The severed chain swung in a wide arc before striking the rear window of the truck with a loud slap, like a bag of meat hurled from the top of a tall building and striking the asphalt below. The glass starred; it was a large snowflake drawn on a child’s poster board.
Eddie instantly shot to his feet, inspecting the windshield, frowning, shaking his head. He could see, as could everyone, that the easy work with a case of beer at the conclusion was no longer possible.
Jeter scrambled from the truck anxious to make amends. “Ah, Jesus, man. I’m sorry ‘bout that.”
Eddie shrugged and waxed philosophical. “It ain't the end of the world.”
"That's very existential," Walter muttered.
Everyone fell silent for a moment. Finally, mom spoke. “Does this mean you can’t pull my car out of the pluff mud?”
“It means,” Eddie said, “we'll need a lot more than a case of beer.”
Walter spoke up again. “No, Laura. It means we have to call Triple A.”
Mom sighed as she lit a new cigarette. “I suppose you’re right.”
“Thank you gentlemen,” Walter called over to the perplexed Good Ol’ Boys as they examined the cracked window.
“Do we still get the beer?” Scooter asked as he licked his lips.
Mom shrugged. “Why the hell not?” She pointed at Walter. “Give me one before you toss the rest to them.”
Walter did as he was instructed.
"Who's gonna pay for this windshield?" Eddie asked as he wiped mud from his face with a rag.
Mom sighed. "Do I look like I have any money?" She gestured to her posse. "Would any of us be standing here like this if we had money?"
Eddie nodded as if to say, hey, it was worth a try. "Let's go, guys."
As the valiant former employees departed, Walter hugged his aunt Laura. “We will go back to the store and call Triple A. Leave it to the professionals.”
Mom chugged her beer in between puffs of her cigarette. “I don’t want to talk about it.”
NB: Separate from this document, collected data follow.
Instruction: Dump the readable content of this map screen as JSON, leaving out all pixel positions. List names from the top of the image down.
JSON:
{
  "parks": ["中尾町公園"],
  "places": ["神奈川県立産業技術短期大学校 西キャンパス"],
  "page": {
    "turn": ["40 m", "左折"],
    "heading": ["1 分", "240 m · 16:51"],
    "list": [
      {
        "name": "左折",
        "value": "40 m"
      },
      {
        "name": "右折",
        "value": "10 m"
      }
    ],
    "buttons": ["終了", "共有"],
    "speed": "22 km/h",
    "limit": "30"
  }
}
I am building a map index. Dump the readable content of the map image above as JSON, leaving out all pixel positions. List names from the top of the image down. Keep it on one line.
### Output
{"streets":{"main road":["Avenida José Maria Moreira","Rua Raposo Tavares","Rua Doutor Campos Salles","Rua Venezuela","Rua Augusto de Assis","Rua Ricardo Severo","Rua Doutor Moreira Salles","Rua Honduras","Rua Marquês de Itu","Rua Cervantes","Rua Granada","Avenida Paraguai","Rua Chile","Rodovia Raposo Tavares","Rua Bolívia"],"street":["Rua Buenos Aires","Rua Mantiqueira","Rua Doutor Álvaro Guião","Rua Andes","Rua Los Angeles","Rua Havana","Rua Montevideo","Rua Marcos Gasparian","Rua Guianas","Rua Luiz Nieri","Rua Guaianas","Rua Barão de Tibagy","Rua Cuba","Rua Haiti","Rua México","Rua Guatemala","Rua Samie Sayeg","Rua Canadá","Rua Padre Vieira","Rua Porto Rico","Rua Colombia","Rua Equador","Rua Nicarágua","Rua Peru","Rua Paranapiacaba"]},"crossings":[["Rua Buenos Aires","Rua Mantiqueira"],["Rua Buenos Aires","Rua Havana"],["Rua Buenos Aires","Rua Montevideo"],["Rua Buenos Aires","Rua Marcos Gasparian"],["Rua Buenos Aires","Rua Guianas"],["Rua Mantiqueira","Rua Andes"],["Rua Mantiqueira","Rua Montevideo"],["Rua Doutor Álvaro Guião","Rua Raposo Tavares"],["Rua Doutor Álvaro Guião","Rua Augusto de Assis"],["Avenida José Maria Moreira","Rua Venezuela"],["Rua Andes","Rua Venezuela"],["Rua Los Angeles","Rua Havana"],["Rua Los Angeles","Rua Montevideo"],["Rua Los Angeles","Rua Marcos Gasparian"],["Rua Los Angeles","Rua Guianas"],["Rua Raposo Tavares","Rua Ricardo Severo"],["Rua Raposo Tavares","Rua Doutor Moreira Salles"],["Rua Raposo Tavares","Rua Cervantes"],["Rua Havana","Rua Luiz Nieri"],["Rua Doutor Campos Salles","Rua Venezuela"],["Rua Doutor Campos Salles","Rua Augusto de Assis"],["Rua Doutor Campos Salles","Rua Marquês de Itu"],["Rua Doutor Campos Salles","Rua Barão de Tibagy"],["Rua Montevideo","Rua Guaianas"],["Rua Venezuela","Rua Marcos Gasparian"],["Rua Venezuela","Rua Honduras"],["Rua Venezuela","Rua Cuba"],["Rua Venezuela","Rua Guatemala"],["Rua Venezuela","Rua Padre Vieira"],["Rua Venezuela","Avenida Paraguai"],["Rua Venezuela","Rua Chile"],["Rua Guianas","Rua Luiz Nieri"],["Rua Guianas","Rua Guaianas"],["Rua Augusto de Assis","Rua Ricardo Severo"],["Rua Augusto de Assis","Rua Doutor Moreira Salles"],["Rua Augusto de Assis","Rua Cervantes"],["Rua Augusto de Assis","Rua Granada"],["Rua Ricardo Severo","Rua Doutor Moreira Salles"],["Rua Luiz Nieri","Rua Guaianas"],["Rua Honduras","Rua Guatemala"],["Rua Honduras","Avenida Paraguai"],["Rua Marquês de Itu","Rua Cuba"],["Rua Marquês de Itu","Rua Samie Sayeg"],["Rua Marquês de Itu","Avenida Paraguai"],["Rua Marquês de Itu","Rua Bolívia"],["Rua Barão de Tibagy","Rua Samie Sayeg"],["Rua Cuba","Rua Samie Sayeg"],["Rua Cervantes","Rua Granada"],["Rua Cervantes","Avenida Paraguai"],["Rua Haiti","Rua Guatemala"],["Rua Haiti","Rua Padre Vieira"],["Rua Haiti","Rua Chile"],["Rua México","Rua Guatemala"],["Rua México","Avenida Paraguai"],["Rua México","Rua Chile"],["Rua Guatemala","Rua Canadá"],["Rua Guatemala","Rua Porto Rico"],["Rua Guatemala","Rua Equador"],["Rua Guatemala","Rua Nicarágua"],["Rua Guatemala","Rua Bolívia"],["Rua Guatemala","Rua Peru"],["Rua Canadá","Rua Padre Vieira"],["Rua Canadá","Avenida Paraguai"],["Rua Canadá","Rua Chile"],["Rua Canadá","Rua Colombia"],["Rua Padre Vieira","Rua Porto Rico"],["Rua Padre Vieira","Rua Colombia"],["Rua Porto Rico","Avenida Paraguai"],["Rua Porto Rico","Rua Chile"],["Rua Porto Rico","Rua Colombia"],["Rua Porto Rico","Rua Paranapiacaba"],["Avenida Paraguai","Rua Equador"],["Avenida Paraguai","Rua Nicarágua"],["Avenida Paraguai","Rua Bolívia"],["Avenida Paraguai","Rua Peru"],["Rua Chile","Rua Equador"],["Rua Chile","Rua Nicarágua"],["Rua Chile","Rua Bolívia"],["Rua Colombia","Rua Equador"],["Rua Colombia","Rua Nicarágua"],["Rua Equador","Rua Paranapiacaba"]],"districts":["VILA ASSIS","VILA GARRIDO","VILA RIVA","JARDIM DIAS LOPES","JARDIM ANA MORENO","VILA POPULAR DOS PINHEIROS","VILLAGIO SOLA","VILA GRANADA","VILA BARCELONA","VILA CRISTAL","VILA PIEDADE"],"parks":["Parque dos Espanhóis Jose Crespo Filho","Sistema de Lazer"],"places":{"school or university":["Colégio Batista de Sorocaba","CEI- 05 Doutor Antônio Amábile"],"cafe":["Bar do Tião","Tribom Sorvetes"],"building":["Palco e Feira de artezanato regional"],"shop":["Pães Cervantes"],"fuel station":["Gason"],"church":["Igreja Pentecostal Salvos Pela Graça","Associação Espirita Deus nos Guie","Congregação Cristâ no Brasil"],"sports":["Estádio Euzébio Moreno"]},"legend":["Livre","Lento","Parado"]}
“By the way,” Walter said with a chuckle. “You’ve got a new nickname.”
“The Pluff Mud Queen.”
“Oh, no. Promise me,” she said with a grimace, “you won’t tell Mike.”
“But Laura, how else will we keep the story alive?”
The story is still alive. Now, 30 years later, I am remembering the Pluff Mud Queen on her 73rd birthday.
Author's Note: While the general events recounted here are true, most of the conversations and colorful descriptions have been "enhanced." Names were occasionally changed to protect the guilty.